Only a few animals have been immunized. Because of the vagaries of immune-response genes in outbred animals such as rabbits, some antigens may not induce a good antibody response in a significant proportion of randomly selected animals. Thus, it is best to immunize several different animals and to screen the sera for the best responder. Obviously, this is less of a problem in homozygous inbred strains, but with a new antigen it is wise to test several strains for their antibody response.

An insufficient amount of antigen was used. Although recommended concentrations of antigen for rabbits are 0.25 to 0.5 mg/ml injected into multiple sites, for a total of 1 to 2 ml in the same animal, good results can be obtained with 1/10 to 1/20 of the concentration in the same volume. It is always tempting to use less of a precious antigen, but often too low a dose leads to too low a response.

For large or nonevolutionarily related proteins, a titer of 5 to 10 mg/ml of serum can be expected after repeated boosts (hyperimmunization). When immunizing with small or highly conserved protein species, a titer of 1 to 2 mg/ml of specific antibodies is more likely. Antibody titers and affinity for the antigen will be low after primary immunization and the first booster immunization, but both titer and affinity will increase with subsequent immunizations.
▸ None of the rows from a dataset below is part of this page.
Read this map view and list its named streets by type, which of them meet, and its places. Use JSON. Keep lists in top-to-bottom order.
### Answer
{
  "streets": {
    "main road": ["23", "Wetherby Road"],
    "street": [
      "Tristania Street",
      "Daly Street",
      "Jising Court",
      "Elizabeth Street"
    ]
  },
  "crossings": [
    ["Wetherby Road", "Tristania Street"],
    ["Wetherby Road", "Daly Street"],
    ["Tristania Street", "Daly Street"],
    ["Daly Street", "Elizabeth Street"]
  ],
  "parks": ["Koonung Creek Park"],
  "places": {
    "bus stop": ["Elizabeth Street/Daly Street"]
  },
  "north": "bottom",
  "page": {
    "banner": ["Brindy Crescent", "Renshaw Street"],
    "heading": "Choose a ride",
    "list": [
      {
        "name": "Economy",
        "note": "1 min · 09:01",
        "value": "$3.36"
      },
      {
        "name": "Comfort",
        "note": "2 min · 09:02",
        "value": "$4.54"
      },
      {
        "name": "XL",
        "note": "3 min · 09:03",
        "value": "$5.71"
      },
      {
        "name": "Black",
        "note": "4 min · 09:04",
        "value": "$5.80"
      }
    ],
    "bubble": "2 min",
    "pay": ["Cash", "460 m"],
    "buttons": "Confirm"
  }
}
Preparation of the immunogen and immunization will take ~3 hr on each occasion. Collection of antisera will take 1 to 2 hr, depending on the number and species of animals.

When using the CFA/IFA adjuvant system, collection of antiserum after the primary immunization will be at 10 to 14 days. This will be a low-titer, low-affinity serum. The first booster normally is given 4 to 8 weeks after the primary immunization but can be given as early as 2 weeks after the primary immunization if time is critical. Ideally, there should be at least 19 days between the primary and the secondary bleeds. A second booster is given at 6 weeks with a bleed on day 52 to 59. This will usually be the first high-titer bleed. If a titer of <1 mg/ml of specific antibody is obtained, subsequent boosting immunization will be necessary. When using TiterMax as the adjuvant, only a single immunization is required. In this case a low titer, equivalent to that seen after priming with CFA, is observed. Subsequently, the titer continues to rise without further boosting, allowing serum to be collected at 2 weekly intervals. If titers begin to decrease, the rabbit should be boosted as described in the Alternate Protocol.